▶ _YOUR GOAL_
Below are the records; tally the lines in them that include the word "lane" and reply with the number alone.
Segment Start: EXCERPTED RECORDS
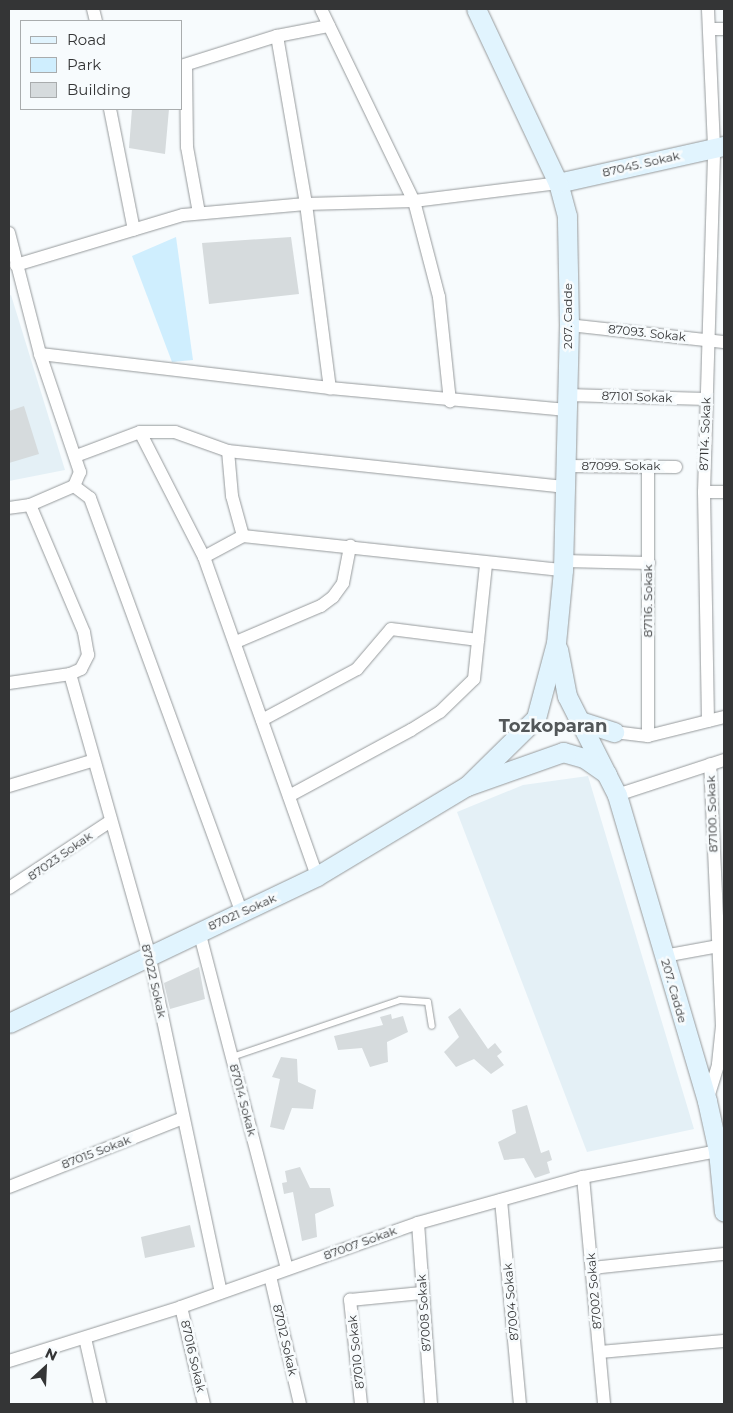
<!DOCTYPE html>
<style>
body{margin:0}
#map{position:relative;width:733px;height:1413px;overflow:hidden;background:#f7fbfd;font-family:Montserrat,sans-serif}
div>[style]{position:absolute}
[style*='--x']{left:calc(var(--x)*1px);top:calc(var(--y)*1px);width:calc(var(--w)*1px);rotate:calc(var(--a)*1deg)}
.built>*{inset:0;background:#e4f0f6}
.green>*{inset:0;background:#cfeefe}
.building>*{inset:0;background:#d6dbdd}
.roads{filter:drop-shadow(0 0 1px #969a9c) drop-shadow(0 0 1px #969a9c)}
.lane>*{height:6px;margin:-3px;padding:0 3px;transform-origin:3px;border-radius:3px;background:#fff}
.street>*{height:12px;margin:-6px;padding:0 6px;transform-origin:6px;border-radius:6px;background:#fff}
.secondary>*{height:19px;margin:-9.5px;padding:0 9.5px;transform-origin:9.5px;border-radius:9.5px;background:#e1f4fe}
span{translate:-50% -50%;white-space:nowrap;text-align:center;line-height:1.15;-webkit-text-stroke:5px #f7fbfd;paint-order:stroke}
.street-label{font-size:12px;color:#343536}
.district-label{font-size:18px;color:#535759;font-weight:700}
.frame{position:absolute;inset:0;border:10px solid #343536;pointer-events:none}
.legend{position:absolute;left:20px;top:20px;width:162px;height:90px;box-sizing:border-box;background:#f7fbfd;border:1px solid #a9acad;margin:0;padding:6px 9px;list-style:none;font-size:15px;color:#343536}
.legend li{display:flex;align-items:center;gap:10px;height:25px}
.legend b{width:25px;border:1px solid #a9acad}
.north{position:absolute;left:20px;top:1343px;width:50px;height:50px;-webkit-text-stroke:4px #f7fbfd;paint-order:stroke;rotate:25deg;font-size:14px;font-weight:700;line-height:20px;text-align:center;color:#343536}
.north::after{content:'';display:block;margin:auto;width:18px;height:22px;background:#343536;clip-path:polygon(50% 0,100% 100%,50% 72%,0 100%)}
</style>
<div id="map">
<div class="built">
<div style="clip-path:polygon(11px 295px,65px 470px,9px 481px,9px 296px)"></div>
<div style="clip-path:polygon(588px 776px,694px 1129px,587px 1152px,457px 812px,523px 785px)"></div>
</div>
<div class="green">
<div style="clip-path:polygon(176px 237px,193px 360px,172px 362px,132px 256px)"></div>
</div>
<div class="building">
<div style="clip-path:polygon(132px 109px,169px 109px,165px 154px,129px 148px)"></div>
<div style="clip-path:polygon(291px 237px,299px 294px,209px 304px,202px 243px)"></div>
<div style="clip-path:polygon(24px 406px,39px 454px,9px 463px,9px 411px)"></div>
<div style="clip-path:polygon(199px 967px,205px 999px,170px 1009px,164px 983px)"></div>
<div style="clip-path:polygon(460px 1008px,488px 1049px,495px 1043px,502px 1052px,497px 1056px,504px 1065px,491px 1074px,474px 1059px,456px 1067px,444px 1052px,459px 1037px,448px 1017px)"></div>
<div style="clip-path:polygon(391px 1014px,392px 1019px,403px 1016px,408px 1032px,387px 1042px,388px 1062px,370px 1067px,362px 1048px,338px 1050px,334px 1036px,383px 1025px,380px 1017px)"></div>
<div style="clip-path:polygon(281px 1057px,297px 1059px,298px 1082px,316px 1090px,313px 1109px,292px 1108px,284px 1130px,270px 1127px,280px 1079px,272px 1077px)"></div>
<div style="clip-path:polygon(527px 1105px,541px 1153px,549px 1150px,552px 1160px,547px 1162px,550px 1173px,535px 1178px,524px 1158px,504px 1160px,498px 1142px,516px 1133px,512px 1110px)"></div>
<div style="clip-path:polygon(300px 1167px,310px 1188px,330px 1188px,334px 1206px,315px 1214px,317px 1237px,302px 1241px,293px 1192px,284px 1194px,282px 1183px,287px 1182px,285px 1171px)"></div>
<div style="clip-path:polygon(190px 1225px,195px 1247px,145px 1258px,141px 1237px)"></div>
</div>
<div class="roads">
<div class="lane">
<div style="--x:232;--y:1057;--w:177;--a:-18.7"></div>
<div style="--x:400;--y:1000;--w:28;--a:4"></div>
<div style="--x:428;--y:1002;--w:24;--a:81"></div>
</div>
<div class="street">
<div style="--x:93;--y:9;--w:12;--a:76"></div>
<div style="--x:321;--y:9;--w:213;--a:64.2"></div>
<div style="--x:414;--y:201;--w:99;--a:75.4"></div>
<div style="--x:439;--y:297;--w:105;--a:84"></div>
<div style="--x:709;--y:29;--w:15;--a:0"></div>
<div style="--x:277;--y:36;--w:170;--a:80.2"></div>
<div style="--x:306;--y:204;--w:186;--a:82.6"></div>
<div style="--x:181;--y:66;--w:101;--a:-17.4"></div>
<div style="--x:277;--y:36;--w:53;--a:-10.9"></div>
<div style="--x:186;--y:66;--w:81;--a:89.3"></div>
<div style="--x:187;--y:147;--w:67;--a:79.7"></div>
<div style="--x:110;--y:109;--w:123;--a:78.8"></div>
<div style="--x:9;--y:233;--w:125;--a:75.6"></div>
<div style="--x:40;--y:354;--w:125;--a:71.3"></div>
<div style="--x:80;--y:472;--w:15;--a:113"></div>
<div style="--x:74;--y:486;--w:48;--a:156.6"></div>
<div style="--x:30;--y:505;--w:21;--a:172"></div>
<div style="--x:16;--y:265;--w:174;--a:-16.7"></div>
<div style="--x:183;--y:215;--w:123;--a:-5.1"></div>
<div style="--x:306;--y:204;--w:108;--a:-1.6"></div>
<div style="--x:414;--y:201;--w:145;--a:-7.1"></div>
<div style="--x:569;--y:325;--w:156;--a:6.3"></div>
<div style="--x:40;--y:354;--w:292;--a:6.7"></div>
<div style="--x:330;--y:388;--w:238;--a:5.3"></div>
<div style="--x:567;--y:395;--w:139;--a:1.6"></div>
<div style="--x:140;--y:432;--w:140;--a:62.9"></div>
<div style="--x:204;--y:557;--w:338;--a:70.5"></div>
<div style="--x:228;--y:451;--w:45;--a:84.9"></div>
<div style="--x:232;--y:496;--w:41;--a:74.6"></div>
<div style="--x:76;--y:456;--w:68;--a:-20.6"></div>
<div style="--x:140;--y:432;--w:35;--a:0"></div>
<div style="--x:175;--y:432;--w:56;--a:19.7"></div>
<div style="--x:228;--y:451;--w:340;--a:6.1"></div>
<div style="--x:566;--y:466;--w:110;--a:0.5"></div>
<div style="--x:648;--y:466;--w:270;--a:90"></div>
<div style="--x:74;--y:486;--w:20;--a:37"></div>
<div style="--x:90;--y:498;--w:442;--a:69.9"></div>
<div style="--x:704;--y:492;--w:20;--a:0"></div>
<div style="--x:204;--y:557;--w:44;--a:-28.3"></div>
<div style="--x:243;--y:536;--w:322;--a:6.1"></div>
<div style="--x:564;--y:561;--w:85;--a:1.3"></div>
<div style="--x:236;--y:642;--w:92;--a:-23"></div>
<div style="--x:321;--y:606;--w:15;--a:-37"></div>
<div style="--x:333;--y:597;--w:17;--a:-54"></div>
<div style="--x:343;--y:583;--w:38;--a:-79"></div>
<div style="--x:70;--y:674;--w:291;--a:74.2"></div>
<div style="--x:149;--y:954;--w:346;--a:78"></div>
<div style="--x:9;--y:683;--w:62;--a:-8.4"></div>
<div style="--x:70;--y:674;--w:12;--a:-24"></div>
<div style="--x:81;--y:669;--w:16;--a:-63"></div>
<div style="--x:88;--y:655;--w:23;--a:-100"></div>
<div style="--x:84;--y:632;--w:138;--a:-113"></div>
<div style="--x:262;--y:720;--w:108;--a:-28.2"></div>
<div style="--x:357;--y:669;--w:52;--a:-49.6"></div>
<div style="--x:391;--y:629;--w:88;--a:7.2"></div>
<div style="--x:708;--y:721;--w:229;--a:-91"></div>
<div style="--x:704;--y:492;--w:345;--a:-88.3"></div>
<div style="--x:714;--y:147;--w:138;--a:-92.5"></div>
<div style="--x:614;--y:732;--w:34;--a:7"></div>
<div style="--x:648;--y:736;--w:78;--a:-14"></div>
<div style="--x:9;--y:786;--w:87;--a:-16.8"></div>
<div style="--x:617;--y:795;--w:113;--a:-18.1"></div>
<div style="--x:289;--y:796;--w:139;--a:-28.4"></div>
<div style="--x:411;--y:730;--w:34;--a:-32"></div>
<div style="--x:440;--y:712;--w:47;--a:-44.1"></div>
<div style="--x:474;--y:679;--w:116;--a:-84"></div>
<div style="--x:9;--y:888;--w:120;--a:-33.4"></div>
<div style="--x:199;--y:931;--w:349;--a:75.4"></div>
<div style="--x:664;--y:956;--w:61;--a:-10.4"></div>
<div style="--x:707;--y:1101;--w:39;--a:-73"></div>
<div style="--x:718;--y:1064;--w:38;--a:-84"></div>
<div style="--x:722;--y:1026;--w:262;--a:-92.6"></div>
<div style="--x:583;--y:1177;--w:228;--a:84.7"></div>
<div style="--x:9;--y:1187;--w:187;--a:-21.6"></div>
<div style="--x:501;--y:1200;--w:205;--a:84.7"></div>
<div style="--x:418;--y:1223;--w:181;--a:85.9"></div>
<div style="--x:592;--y:1268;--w:133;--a:-6.1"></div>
<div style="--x:270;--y:1276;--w:131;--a:76.8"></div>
<div style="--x:181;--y:1307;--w:100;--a:76.7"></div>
<div style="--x:85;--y:1338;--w:68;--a:77.2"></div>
<div style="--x:600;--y:1352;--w:124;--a:-5.1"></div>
<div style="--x:9;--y:1361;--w:180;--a:-17.4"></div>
<div style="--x:181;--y:1307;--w:251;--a:-19.5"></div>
<div style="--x:418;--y:1223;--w:171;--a:-15.6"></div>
<div style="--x:583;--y:1177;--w:137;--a:-10.9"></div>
<div style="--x:361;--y:1404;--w:105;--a:-96"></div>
<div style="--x:350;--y:1300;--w:72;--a:-5.6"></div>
</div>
<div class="secondary">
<div style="--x:558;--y:183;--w:170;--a:-12.6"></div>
<div style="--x:558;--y:649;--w:48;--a:79.2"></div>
<div style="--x:567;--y:696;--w:111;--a:63.2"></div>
<div style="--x:617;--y:795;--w:319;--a:73.6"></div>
<div style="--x:707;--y:1101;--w:51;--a:77.6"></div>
<div style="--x:718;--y:1151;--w:61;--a:84.4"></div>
<div style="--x:580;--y:721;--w:36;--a:18"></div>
<div style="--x:467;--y:786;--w:97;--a:-44.6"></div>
<div style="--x:536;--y:718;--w:78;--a:-75.1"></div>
<div style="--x:556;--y:643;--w:73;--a:-84.5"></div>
<div style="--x:563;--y:570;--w:245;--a:-88.6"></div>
<div style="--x:569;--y:325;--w:109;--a:-91.1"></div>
<div style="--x:567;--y:216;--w:34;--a:-105"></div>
<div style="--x:558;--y:183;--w:192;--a:-115.2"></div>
<div style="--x:9;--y:1023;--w:341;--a:-25.5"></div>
<div style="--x:317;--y:876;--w:175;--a:-31"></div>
<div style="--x:467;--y:786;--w:102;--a:-19.5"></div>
<div style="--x:563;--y:752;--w:22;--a:16"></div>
<div style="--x:584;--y:758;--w:28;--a:35"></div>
</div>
</div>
<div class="street-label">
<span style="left:641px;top:164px;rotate:-13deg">87045. Sokak</span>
<span style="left:568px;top:316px;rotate:-90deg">207. Cadde</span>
<span style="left:647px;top:333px;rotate:6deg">87093. Sokak</span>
<span style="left:637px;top:397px;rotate:2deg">87101 Sokak</span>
<span style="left:705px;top:434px;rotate:-88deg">87114. Sokak</span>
<span style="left:621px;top:466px">87099. Sokak</span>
<span style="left:648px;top:601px;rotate:-90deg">87116. Sokak</span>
<span style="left:712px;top:814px;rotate:-92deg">87100. Sokak</span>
<span style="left:60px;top:856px;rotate:-35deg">87023 Sokak</span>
<span style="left:242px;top:912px;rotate:-24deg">87021 Sokak</span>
<span style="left:154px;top:981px;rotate:77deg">87022 Sokak</span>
<span style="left:674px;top:991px;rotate:74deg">207. Cadde</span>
<span style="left:243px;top:1100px;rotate:75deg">87014 Sokak</span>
<span style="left:96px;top:1152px;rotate:-21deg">87015 Sokak</span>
<span style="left:360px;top:1243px;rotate:-20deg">87007 Sokak</span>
<span style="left:594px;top:1291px;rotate:-95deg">87002 Sokak</span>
<span style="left:511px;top:1302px;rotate:-95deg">87004 Sokak</span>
<span style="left:424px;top:1313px;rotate:-94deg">87008 Sokak</span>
<span style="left:285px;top:1340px;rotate:77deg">87012 Sokak</span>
<span style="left:356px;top:1352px;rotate:-96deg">87010 Sokak</span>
<span style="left:193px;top:1356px;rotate:77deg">87016 Sokak</span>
</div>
<div class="district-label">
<span style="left:553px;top:726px">Tozkoparan</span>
</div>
<div class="frame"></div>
<ul class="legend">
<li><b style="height:6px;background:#e1f4fe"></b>Road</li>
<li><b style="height:14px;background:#cfeefe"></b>Park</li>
<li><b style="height:14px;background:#d6dbdd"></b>Building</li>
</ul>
<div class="north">N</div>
</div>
Segment End: EXCERPTED RECORDS
▶ _SOLVED PROBLEM_
2